**WHAT TO WORK ON**
Below are the records; count the lines that include the string "Kelvin" and give only that number.

**DATA EXCERPTS**
......
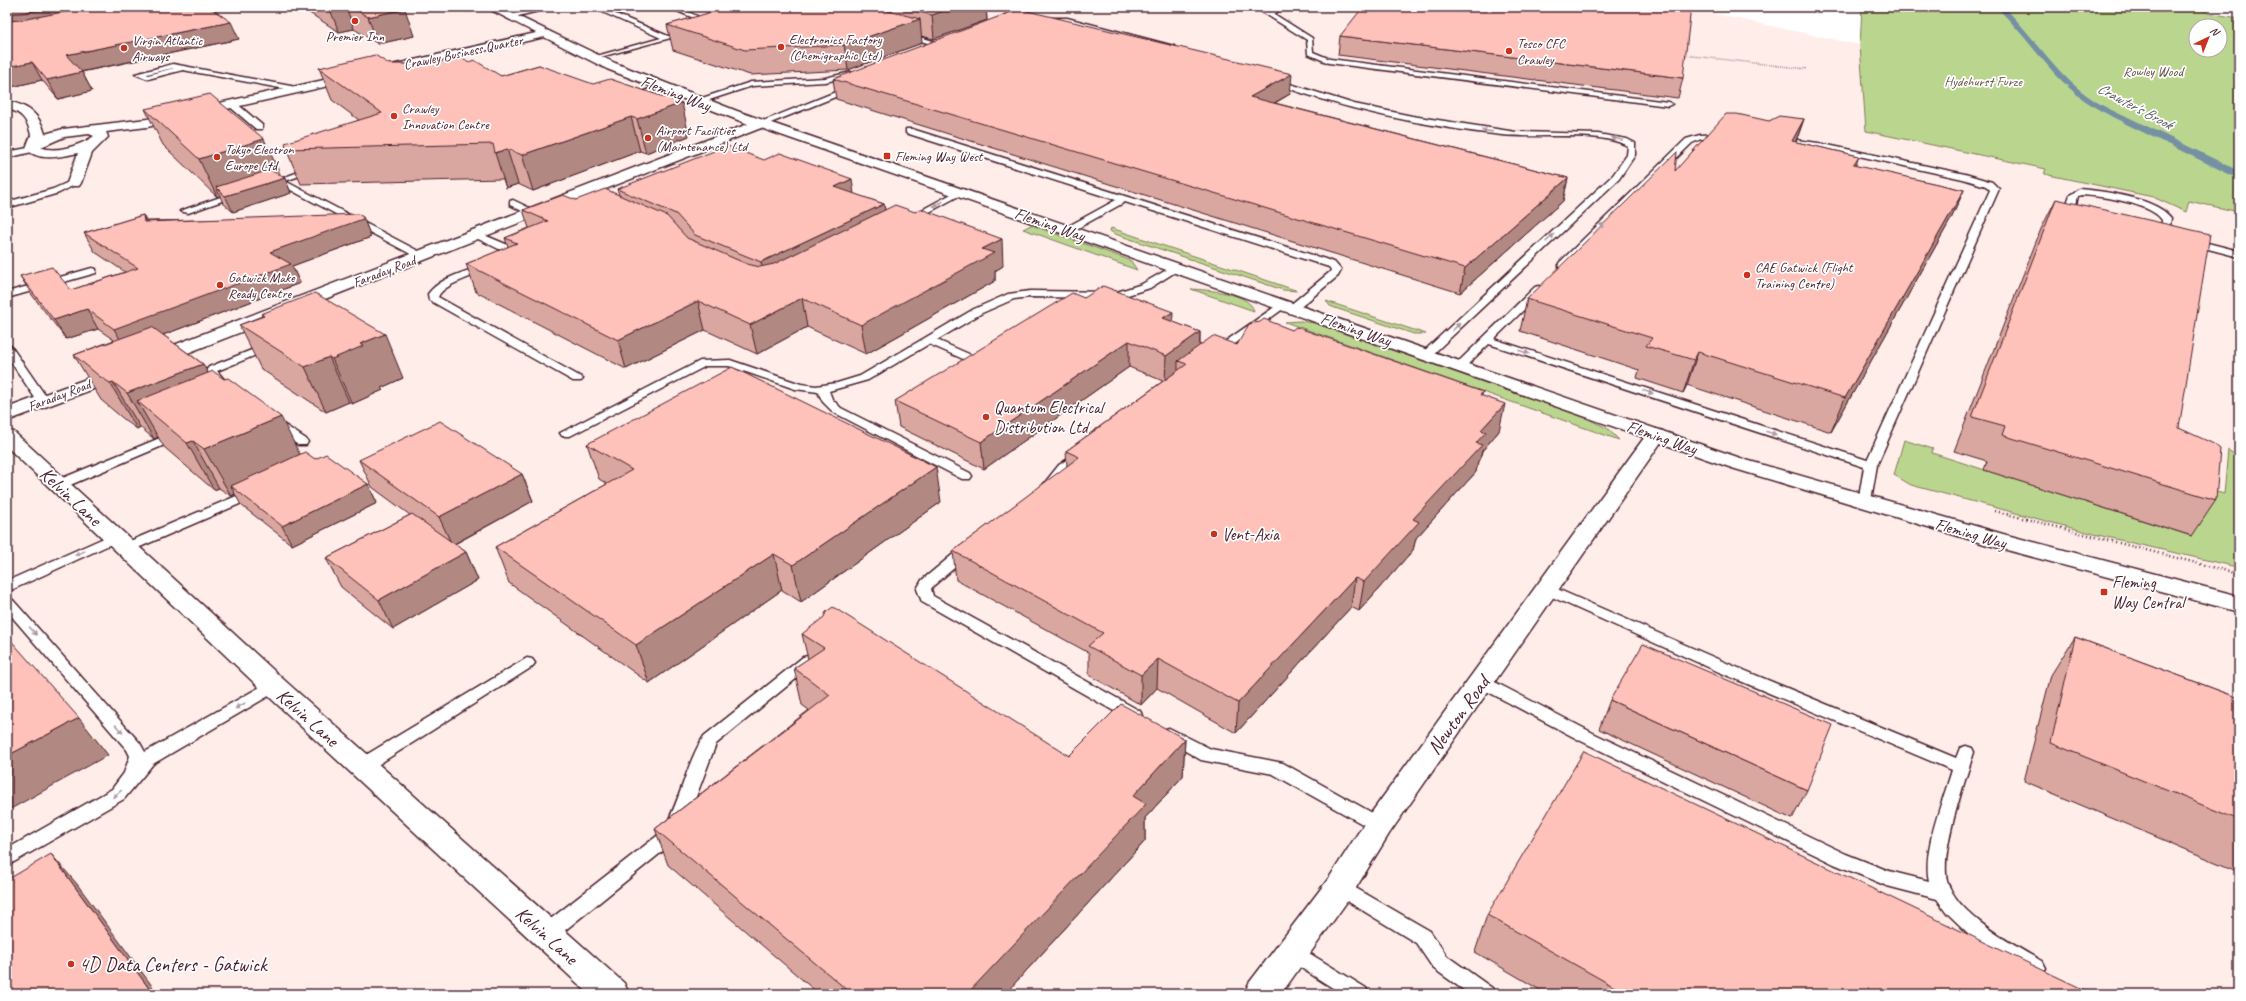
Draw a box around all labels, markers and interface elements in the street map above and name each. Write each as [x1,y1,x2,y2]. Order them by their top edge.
marker: Premier Inn [350,16,360,26]
north arrow [2188,18,2228,58]
text: N [2208,23,2224,40]
place label: Premier Inn [326,28,385,45]
street label: Crawley Business Quarter [402,31,525,73]
place label: Electronics Factory (Chemigraphic Ltd) [789,31,883,64]
place label: Virgin Atlantic Airways [132,32,203,65]
place label: Tesco CFC Crawley [1517,35,1566,68]
marker: Electronics Factory (Chemigraphic Ltd) [776,42,786,52]
marker: Virgin Atlantic Airways [119,43,129,53]
marker: Tesco CFC Crawley [1504,46,1514,56]
park label: Rowley Wood [2123,63,2185,80]
street label: Fleming Way [638,71,715,117]
park label: Hydehurst Furze [1944,73,2023,90]
water label: Crawter's Brook [2094,79,2178,136]
place label: Crawley Innovation Centre [402,100,490,133]
marker: Crawley Innovation Centre [389,111,399,121]
place label: Airport Facilities (Maintenance) Ltd [656,122,750,155]
one-way arrow [1481,128,1493,134]
marker: Airport Facilities (Maintenance) Ltd [643,133,653,143]
one-way arrow [1610,135,1623,141]
place label: Tokyo Electron Europe Ltd [225,141,294,174]
place label: Fleming Way West [895,148,984,165]
marker: Fleming Way West [882,151,892,161]
marker: Tokyo Electron Europe Ltd [212,152,222,162]
one-way arrow [932,201,944,207]
street label: Fleming Way [1012,203,1089,247]
one-way arrow [1595,222,1605,232]
one-way arrow [1546,234,1555,243]
street label: Faraday Road [351,251,420,291]
place label: CAE Gatwick (Flight Training Centre) [1755,259,1854,292]
place label: Gatwick Make Ready Centre [228,269,296,302]
marker: CAE Gatwick (Flight Training Centre) [1742,270,1752,280]
marker: Gatwick Make Ready Centre [215,280,225,290]
street label: Fleming Way [1318,308,1395,352]
one-way arrow [1451,322,1461,332]
one-way arrow [1519,349,1531,355]
street label: Faraday Road [26,375,95,415]
one-way arrow [1642,390,1654,396]
place label: Quantum Electrical Distribution Ltd [994,397,1106,438]
marker: Quantum Electrical Distribution Ltd [981,412,991,422]
street label: Fleming Way [1624,416,1701,460]
one-way arrow [1766,430,1778,436]
street label: Kelvin Lane [34,461,108,532]
street label: Fleming Way [1933,513,2010,554]
place label: Vent-Axia [1222,524,1280,545]
marker: Vent-Axia [1209,529,1219,539]
one-way arrow [74,550,86,556]
place label: Fleming Way Central [2112,572,2187,613]
marker: Fleming Way Central [2099,587,2109,597]
one-way arrow [28,626,37,637]
street label: Newton Road [1422,669,1497,759]
street label: Kelvin Lane [271,683,345,753]
one-way arrow [234,702,246,709]
one-way arrow [114,724,123,734]
one-way arrow [111,789,122,798]
street label: Kelvin Lane [510,901,584,971]
place label: 4D Data Centers - Gatwick [79,952,268,977]
marker: 4D Data Centers - Gatwick [66,959,76,969]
......
**EXERCISE SOLUTION**
3